As from this week the Active Traffic Management implementation on the M42 has gone into full operation, including the use of the hard shoulder as a running lane during periods of congestion.
I have already mentioned details of the active traffic management in my earlier post: M42 Motorway, Active Traffic Management and Speed Cameras, so I won’t repeat the full details.
The new feature is the final stage which now means that the hard shoulder can be used by traffic. In the event of emergencies then there are special refuge areas at regular intervals. If you are unable to reach a refuge area then the combination of induction loop sensors and CCTV should be able to identify the obstruction and hence close the lane at the appropriate place.
Update: It sounds like this turns out not to be the case. Recent problems have shown that there is little management of breakdowns which has resulted in tragic incidents. The technology is available to be able to provide this, but appears not to have been implemented or used.
As I drove down (South) the M42 joining at junction 6 (NEC / A45 to Coventry or Birmingham / Birmingham Airport), the hard shoulder was already in running status. Instead of having the X sign that has been displayed previously the sign above the hard shoulder should a 50mph speed limit, and the text message boards said “Congestion, Use Hard Shoulder”. As we progressed down the motorway the text boards went blank, but the 50mph was still showing over the hard shoulder. Effectively this meant that there were 4 lanes all showing 50 mph.
As we neared the next junction (Junction 5 for Solihull), the text signs were showing “Use Hard Shoulder for this exit only”, as the hard shoulder actually turned into the exit lane.

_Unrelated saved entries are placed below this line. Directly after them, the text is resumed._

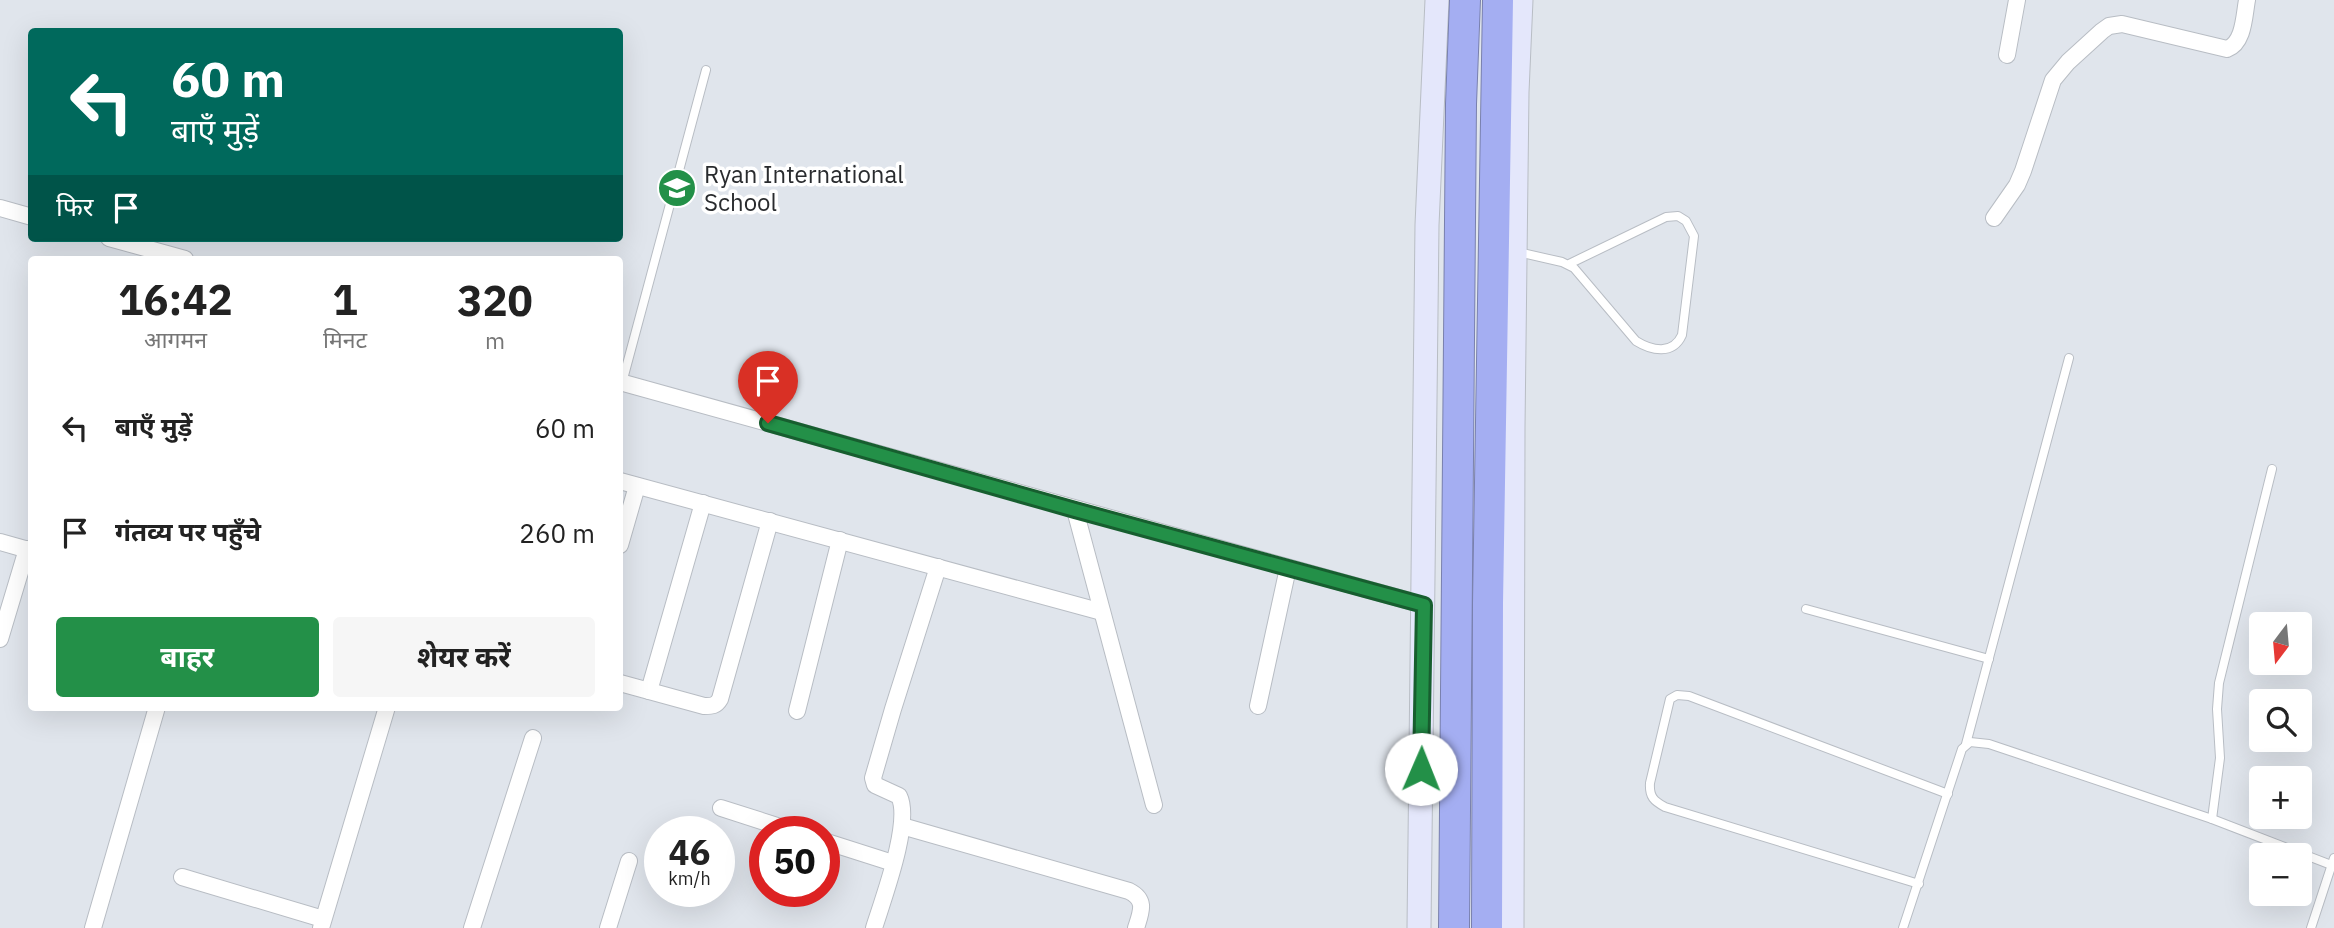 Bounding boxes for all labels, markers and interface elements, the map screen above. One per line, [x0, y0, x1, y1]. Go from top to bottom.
text: 60 m [171, 47, 285, 110]
icon: left [56, 56, 147, 147]
text: बाएँ मुड़ें [171, 109, 259, 151]
place label: Ryan International School [704, 158, 904, 218]
school or university icon: Ryan International School [656, 167, 698, 209]
text: फिर [56, 189, 93, 223]
icon: arrive [107, 189, 145, 227]
text: 16:42 [118, 272, 233, 327]
text: 1 [332, 272, 358, 327]
text: 320 [457, 273, 533, 328]
text: आगमन [144, 324, 207, 354]
text: मिनट [323, 324, 367, 354]
text: m [485, 325, 505, 355]
pin [738, 351, 798, 423]
icon: arrive [749, 362, 787, 400]
icon: left [56, 409, 94, 447]
text: बाएँ मुड़ें [115, 409, 192, 443]
text: 60 m [535, 411, 595, 445]
icon: arrive [56, 514, 94, 552]
text: गंतव्य पर पहुँचे [115, 514, 261, 548]
text: 260 m [519, 516, 595, 550]
north arrow [2249, 612, 2312, 676]
map controls [2249, 612, 2312, 906]
button: बाहर [56, 617, 319, 697]
button: शेयर करें [333, 617, 595, 697]
button: search [2249, 689, 2312, 752]
position arrow [1384, 732, 1458, 806]
button: + [2249, 766, 2312, 829]
speed limit sign: 50 [749, 816, 840, 907]
text: 46 [668, 829, 711, 875]
button: − [2249, 843, 2312, 906]
text: km/h [668, 867, 711, 890] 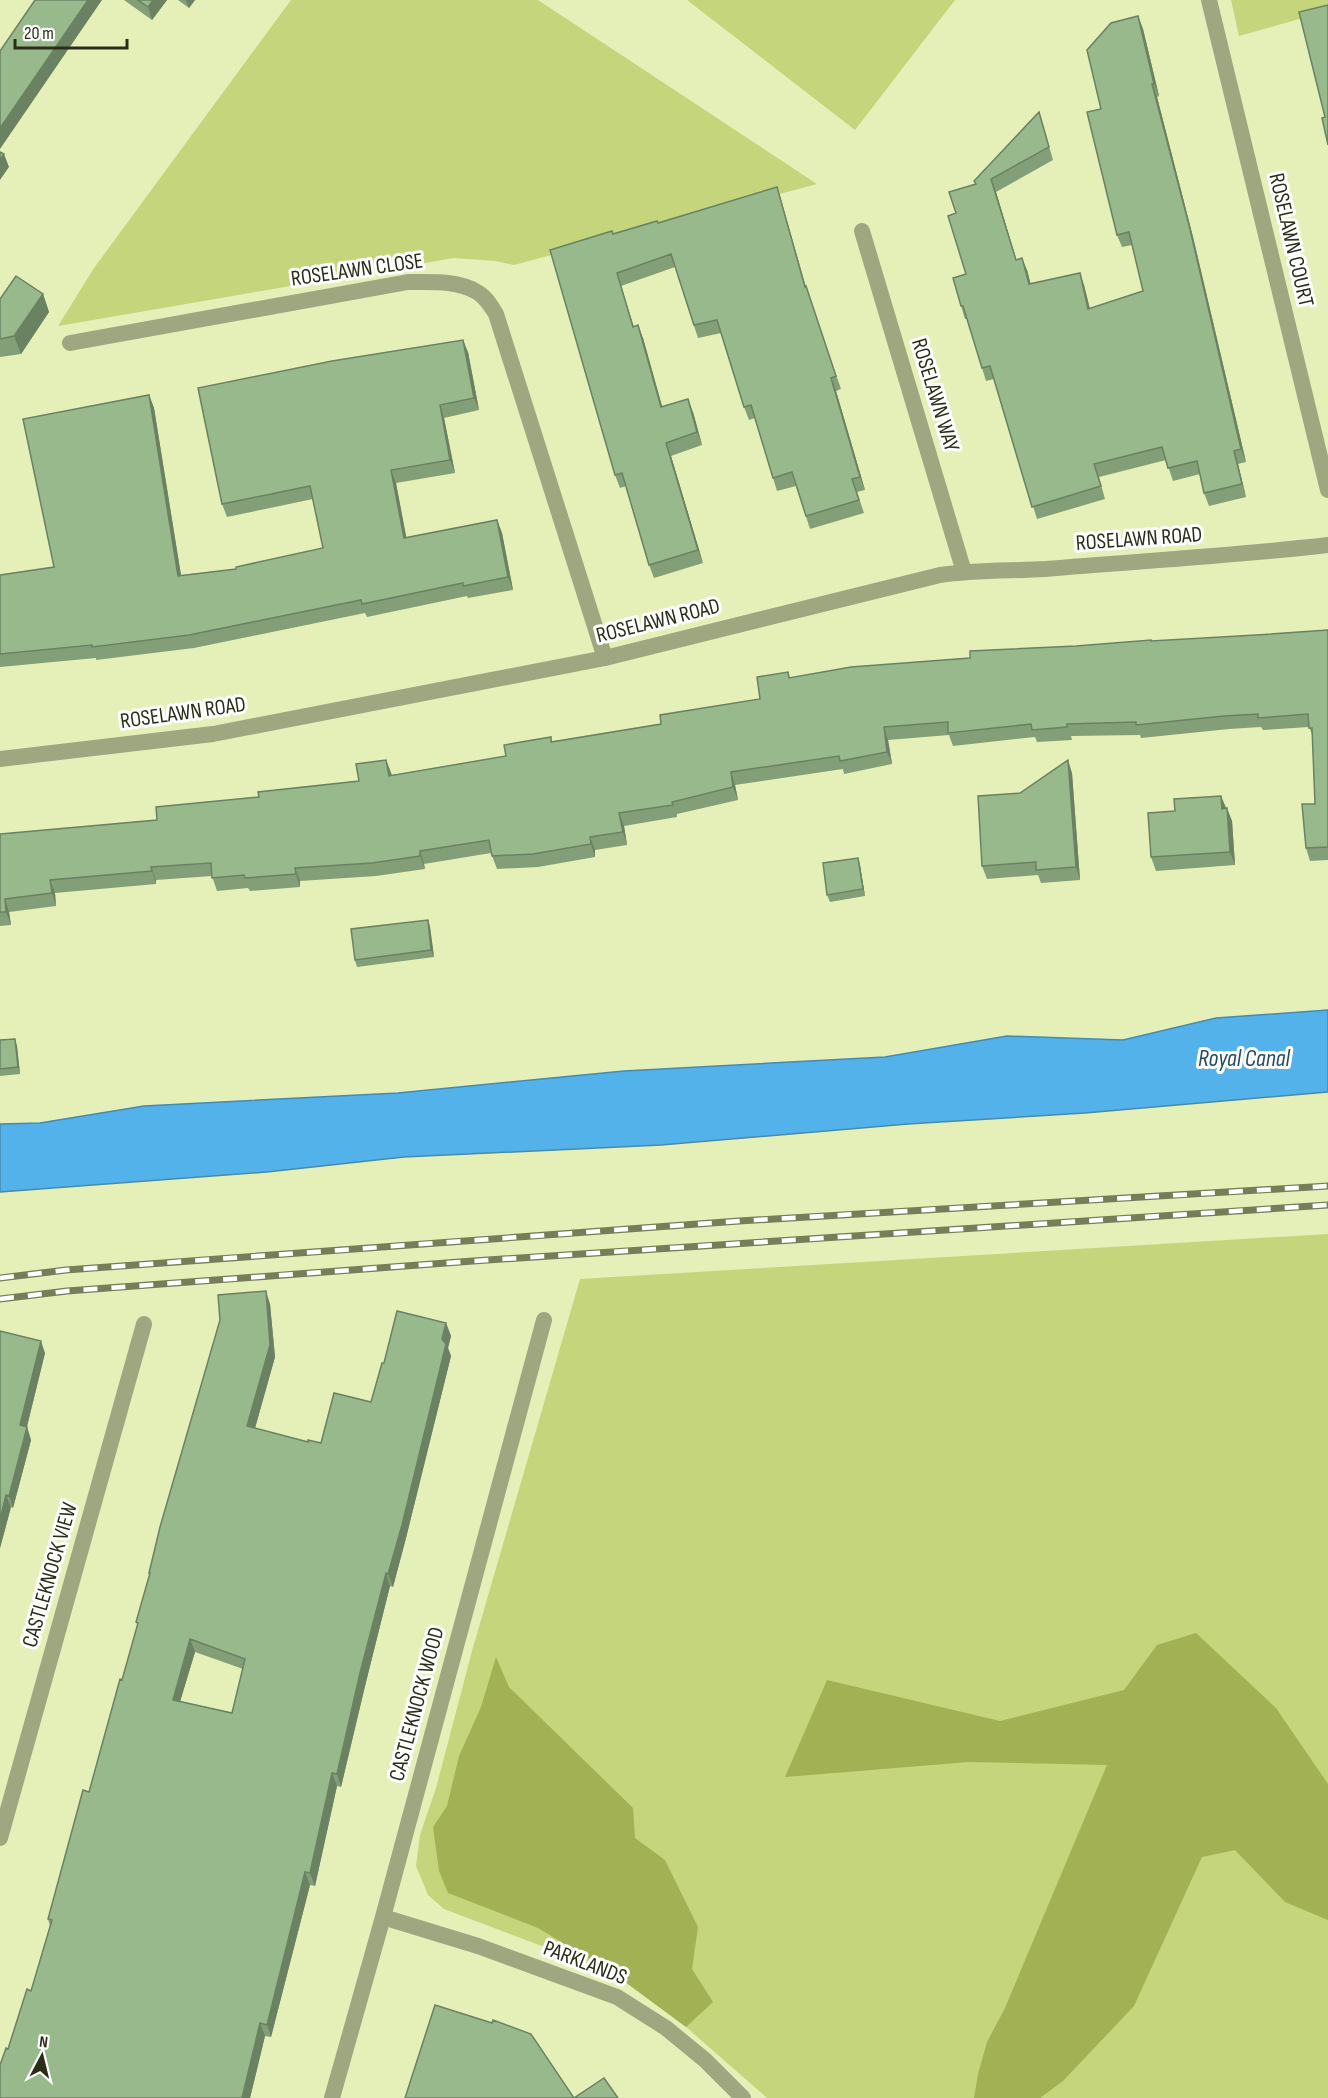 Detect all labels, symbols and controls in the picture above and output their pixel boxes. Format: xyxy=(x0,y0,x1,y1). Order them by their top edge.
scale bar xyxy=(15,12,128,50)
text: 20 m xyxy=(24,23,54,44)
street label: ROSELAWN COURT xyxy=(1262,170,1320,310)
street label: ROSELAWN CLOSE xyxy=(289,247,425,293)
street label: ROSELAWN WAY xyxy=(905,335,965,455)
street label: ROSELAWN ROAD xyxy=(1075,521,1203,557)
street label: ROSELAWN ROAD xyxy=(593,593,723,649)
street label: ROSELAWN ROAD xyxy=(118,691,248,735)
water label: Royal Canal xyxy=(1198,1044,1291,1073)
street label: CASTLEKNOCK VIEW xyxy=(16,1499,84,1651)
street label: CASTLEKNOCK WOOD xyxy=(383,1624,451,1784)
street label: PARKLANDS xyxy=(539,1935,631,1991)
north arrow xyxy=(12,2026,72,2086)
text: N xyxy=(38,2033,49,2053) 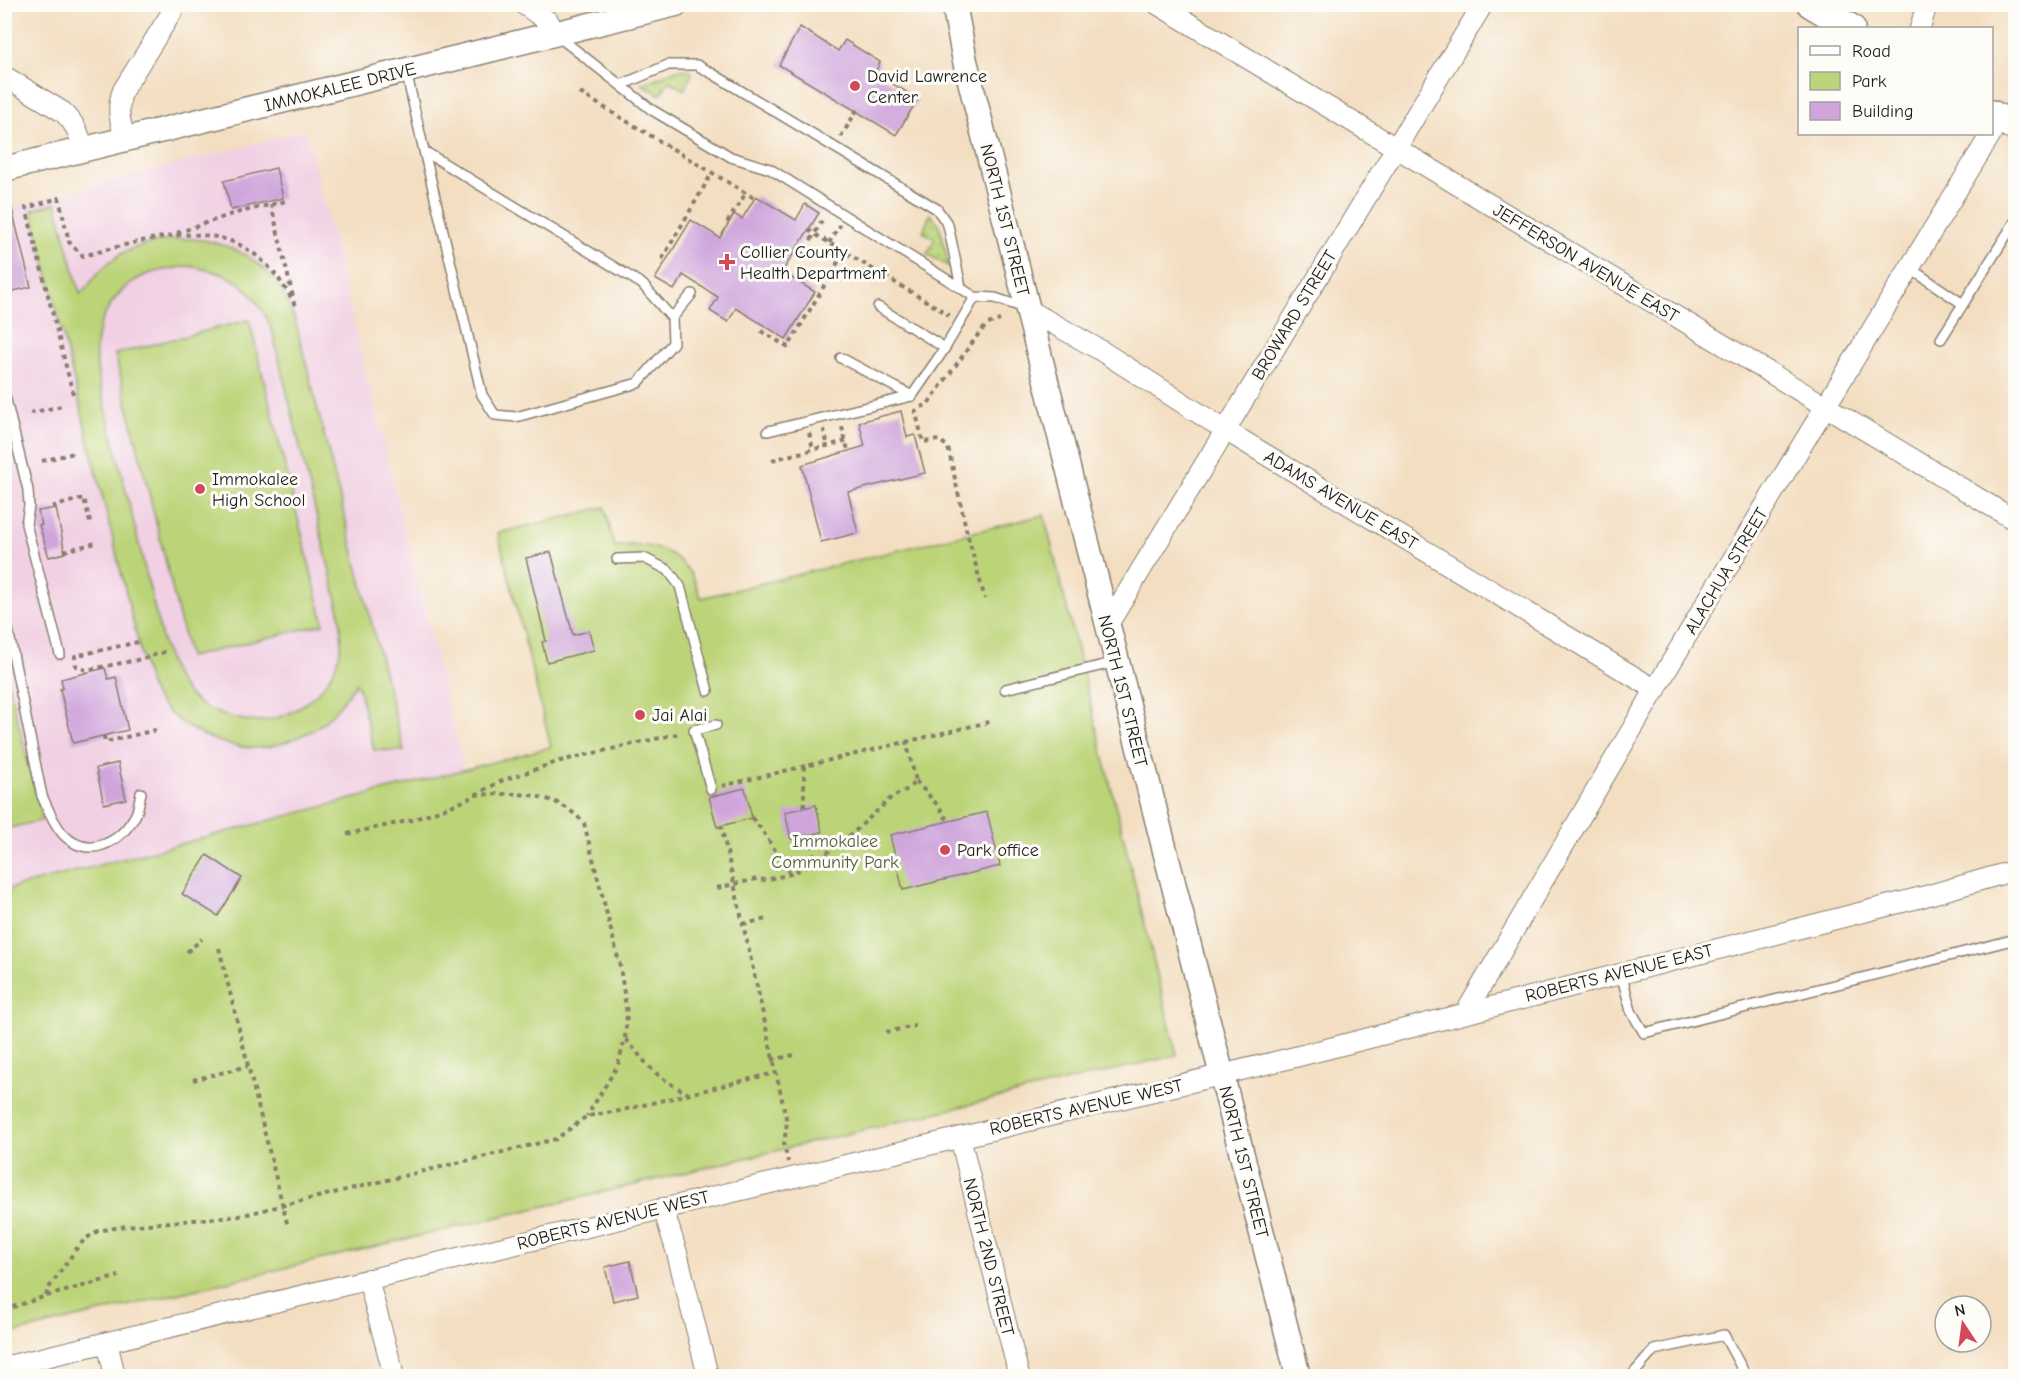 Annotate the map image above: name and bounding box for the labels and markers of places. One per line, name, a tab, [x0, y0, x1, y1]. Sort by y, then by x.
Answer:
place label: David Lawrence Center	[867, 66, 987, 108]
marker: David Lawrence Center	[848, 79, 862, 93]
place label: Collier County Health Department	[740, 242, 887, 284]
marker: Collier County Health Department	[718, 253, 736, 271]
place label: Immokalee High School	[212, 469, 306, 511]
marker: Immokalee High School	[193, 482, 207, 496]
place label: Jai Alai	[652, 705, 707, 726]
marker: Jai Alai	[633, 708, 647, 722]
place label: Park office	[957, 840, 1039, 861]
marker: Park office	[938, 843, 952, 857]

The hard shoulder was not in use between the next junctions, as it was running at 60mph, whereas the hard shoulder is in use only if the motorway speed is running at 50mph or less.
Although there was a lot of traffic on the motorway all 4 lanes were running at the full 50mph allowed (and enforced using speed cameras). Having the fourth lane appeared to make the motorway flow better, although it’s too early to say that for certain. The traffic in the opposite direction looked much worse and didn’t appear to be using the hard shoulder. It would not be fair to compare with the northbound traffic as there are most likely lots of other factors influencing the traffic.
It appears that finally we will see some benefit after the big traffic problems that have been caused by the construction of the refuge areas and overhead gantries. There are mandatory speed limits, and speed cameras, but it’s all there to keep traffic flowing better.
Details are available on the highways agency web site, although it is out-of-date. It refers to the next stage being switching on the variable speed limit in December 2005.